The videos of one of my favorite theme park influencers, the vlogger Mr. Morrow, who meticulously and enthusiastically shows his alcoholic drink choices and consumption, would probably have to be cut by one third.
⚫️ Guns or ammunition. Where to start? Pirates, of course, who brandish and shoot guns throughout their ride, a ride that actually puts guests in the middle of a cannonball battle. But there's simulated gunplay throughout the parks, including at the "Frontierland Shootin' Arcade," which actually puts a "replica .54 caliber Hawkins buffalo rifle" in the hands of children.
⚫️ Violence, fighting, or war. The biggest recent investment the Disney company has made in their theme parks has been the $2 billion it spent creating new areas that are named for a movie franchise that has the word "war" right in its name: Star Wars. These are huge "lands" devoted to immersing guests in an ongoing interstellar war, including simulated battles and very lucrative sales of toy lightsaber weapons. So influencers wouldn't be able to even enter these lands without running afoul of the rules.

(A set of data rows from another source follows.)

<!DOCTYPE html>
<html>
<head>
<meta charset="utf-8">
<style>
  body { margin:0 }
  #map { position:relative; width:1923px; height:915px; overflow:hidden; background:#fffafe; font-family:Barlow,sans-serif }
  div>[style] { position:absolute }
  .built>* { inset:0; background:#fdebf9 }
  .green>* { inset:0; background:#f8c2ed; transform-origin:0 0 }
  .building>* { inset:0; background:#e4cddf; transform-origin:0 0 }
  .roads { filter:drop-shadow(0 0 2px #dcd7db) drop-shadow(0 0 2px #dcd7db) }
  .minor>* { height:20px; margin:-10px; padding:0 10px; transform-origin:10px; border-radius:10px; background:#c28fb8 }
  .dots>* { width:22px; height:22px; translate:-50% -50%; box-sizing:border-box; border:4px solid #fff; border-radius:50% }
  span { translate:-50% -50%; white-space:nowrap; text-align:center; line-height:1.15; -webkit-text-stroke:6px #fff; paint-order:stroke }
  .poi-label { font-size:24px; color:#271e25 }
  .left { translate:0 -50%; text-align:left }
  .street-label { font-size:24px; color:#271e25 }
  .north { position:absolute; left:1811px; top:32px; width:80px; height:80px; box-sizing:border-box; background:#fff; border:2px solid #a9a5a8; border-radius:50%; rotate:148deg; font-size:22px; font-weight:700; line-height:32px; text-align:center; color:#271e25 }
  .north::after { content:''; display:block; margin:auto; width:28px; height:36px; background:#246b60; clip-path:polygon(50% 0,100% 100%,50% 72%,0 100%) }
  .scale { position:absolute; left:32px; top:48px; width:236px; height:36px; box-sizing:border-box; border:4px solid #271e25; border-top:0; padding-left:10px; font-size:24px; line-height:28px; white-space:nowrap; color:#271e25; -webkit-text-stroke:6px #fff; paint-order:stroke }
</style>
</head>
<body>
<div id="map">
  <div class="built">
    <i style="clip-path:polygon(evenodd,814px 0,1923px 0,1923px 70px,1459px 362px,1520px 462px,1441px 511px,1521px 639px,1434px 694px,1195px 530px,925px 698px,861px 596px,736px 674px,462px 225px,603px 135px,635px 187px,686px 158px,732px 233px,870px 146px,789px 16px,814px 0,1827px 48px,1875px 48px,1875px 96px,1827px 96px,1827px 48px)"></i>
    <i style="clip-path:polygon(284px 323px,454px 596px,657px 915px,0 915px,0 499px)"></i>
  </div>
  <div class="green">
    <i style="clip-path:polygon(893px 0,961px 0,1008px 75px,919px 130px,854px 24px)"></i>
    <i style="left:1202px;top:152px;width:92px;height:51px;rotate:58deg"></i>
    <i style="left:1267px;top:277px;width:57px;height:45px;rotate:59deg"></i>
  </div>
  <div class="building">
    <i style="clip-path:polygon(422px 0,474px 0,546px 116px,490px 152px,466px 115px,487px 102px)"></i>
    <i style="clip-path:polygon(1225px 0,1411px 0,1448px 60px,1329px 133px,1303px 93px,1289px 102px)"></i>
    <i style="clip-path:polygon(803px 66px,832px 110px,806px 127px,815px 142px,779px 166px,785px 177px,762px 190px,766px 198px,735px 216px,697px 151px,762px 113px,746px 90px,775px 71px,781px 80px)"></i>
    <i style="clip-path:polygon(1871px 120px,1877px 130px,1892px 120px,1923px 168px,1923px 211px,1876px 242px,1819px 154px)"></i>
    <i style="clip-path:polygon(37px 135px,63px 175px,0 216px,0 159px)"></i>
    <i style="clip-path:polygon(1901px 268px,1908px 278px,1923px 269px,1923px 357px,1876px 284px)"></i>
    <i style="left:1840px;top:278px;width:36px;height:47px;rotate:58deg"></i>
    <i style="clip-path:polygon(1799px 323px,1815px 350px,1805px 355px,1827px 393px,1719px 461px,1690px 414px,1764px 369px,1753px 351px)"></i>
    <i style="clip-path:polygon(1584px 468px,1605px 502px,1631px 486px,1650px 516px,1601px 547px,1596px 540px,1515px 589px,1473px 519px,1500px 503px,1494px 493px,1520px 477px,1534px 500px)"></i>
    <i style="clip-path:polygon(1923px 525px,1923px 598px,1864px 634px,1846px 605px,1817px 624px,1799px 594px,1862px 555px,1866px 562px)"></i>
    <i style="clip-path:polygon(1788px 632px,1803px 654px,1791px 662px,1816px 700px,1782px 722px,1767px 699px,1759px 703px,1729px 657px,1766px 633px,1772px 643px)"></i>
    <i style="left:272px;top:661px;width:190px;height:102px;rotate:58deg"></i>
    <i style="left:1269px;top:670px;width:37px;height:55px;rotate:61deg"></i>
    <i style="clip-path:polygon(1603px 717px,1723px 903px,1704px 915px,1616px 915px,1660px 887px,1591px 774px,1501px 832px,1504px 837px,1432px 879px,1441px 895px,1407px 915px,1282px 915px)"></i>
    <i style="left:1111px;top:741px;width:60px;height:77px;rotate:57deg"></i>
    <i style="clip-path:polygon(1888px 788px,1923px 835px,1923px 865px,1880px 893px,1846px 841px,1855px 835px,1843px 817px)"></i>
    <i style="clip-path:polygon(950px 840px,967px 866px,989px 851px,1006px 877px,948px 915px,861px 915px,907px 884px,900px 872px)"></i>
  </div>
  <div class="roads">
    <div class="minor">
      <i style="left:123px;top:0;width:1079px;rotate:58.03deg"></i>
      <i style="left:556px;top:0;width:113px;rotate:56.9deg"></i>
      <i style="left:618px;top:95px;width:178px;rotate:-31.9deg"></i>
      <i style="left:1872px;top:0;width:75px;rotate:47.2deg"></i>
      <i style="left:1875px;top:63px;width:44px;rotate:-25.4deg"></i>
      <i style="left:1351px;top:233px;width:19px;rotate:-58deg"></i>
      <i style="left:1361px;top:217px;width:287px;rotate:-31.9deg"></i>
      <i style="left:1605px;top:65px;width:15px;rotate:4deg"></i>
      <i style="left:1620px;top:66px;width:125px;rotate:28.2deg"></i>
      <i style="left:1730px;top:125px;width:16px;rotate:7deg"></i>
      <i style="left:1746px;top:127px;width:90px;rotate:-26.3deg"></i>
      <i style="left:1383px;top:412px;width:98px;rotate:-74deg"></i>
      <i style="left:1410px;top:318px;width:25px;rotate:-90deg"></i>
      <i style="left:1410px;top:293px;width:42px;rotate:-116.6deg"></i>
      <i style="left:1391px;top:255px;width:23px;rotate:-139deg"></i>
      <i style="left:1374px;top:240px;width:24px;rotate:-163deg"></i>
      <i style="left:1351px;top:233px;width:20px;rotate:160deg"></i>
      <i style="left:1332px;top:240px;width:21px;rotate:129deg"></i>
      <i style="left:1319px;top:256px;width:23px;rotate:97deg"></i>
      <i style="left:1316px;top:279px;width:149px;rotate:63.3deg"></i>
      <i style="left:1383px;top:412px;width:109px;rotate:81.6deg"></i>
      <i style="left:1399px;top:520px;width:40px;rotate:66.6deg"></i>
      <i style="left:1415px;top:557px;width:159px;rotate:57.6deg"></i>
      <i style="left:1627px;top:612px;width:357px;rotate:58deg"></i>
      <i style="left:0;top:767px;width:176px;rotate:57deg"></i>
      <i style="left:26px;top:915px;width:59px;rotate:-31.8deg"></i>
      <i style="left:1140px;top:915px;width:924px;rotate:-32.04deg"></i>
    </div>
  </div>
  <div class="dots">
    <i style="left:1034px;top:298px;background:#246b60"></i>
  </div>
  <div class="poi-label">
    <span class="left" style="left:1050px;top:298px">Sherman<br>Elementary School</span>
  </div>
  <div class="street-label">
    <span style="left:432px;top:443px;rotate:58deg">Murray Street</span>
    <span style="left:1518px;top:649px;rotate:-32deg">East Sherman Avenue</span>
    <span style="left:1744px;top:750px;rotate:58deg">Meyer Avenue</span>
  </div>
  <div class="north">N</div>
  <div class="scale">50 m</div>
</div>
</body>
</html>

But just about every Disney property and ride includes physical conflict. Just to take a couple of kiddie rides: The Snow White ride includes a poisoning and a fight between seven dwarves and a witch; and "Peter Pan's Flight" features a sword/knife fight. And on and on.
And then there are the pirates.
⚫️ Politics, social issues, activism, or advocacy. This means that influencers can't inject politics or social issues into their content, but how can they avoid that in this age when, for example, just the existence of gay people is a hot political and social issue in Disney World's home state of Florida?
And of course, the Disney theme parks are full of political and social issues. For example, the "Hall of Presidents" attraction includes a presentation on slavery and the Civil War, somehow now a controversial political topic. The "Pandora – The World of Avatar" land is all about ecological conservation, anti-colonialism, and the rights of indigenous peoples.
And in June, Disney theme parks sell rainbow-themed merch for Pride Month. Are influencers prohibited from talking about or showing that?
There are other prohibited categories that are vague, or omnipresent in the parks, or both, like "A parody of current or past Disney creative, story, or character," "Creative that could frighten or upset young children or their parents" (most of all the parks, including, most notably and directly, "The Haunted Mansion"), "Illegal or unethical content," and "Sensationalism."
But the bottom line is that for influencers to follow these rules, they'd pretty much have to stay home or only visit, film, show, and write/talk about "The Many Adventures of Winnie the Pooh" and the Dumbo ride.
Oh, wait! On the ride, Winnie has a (toy) gun!
And in the movie, Dumbo learned how to fly because he got drunk on champagne!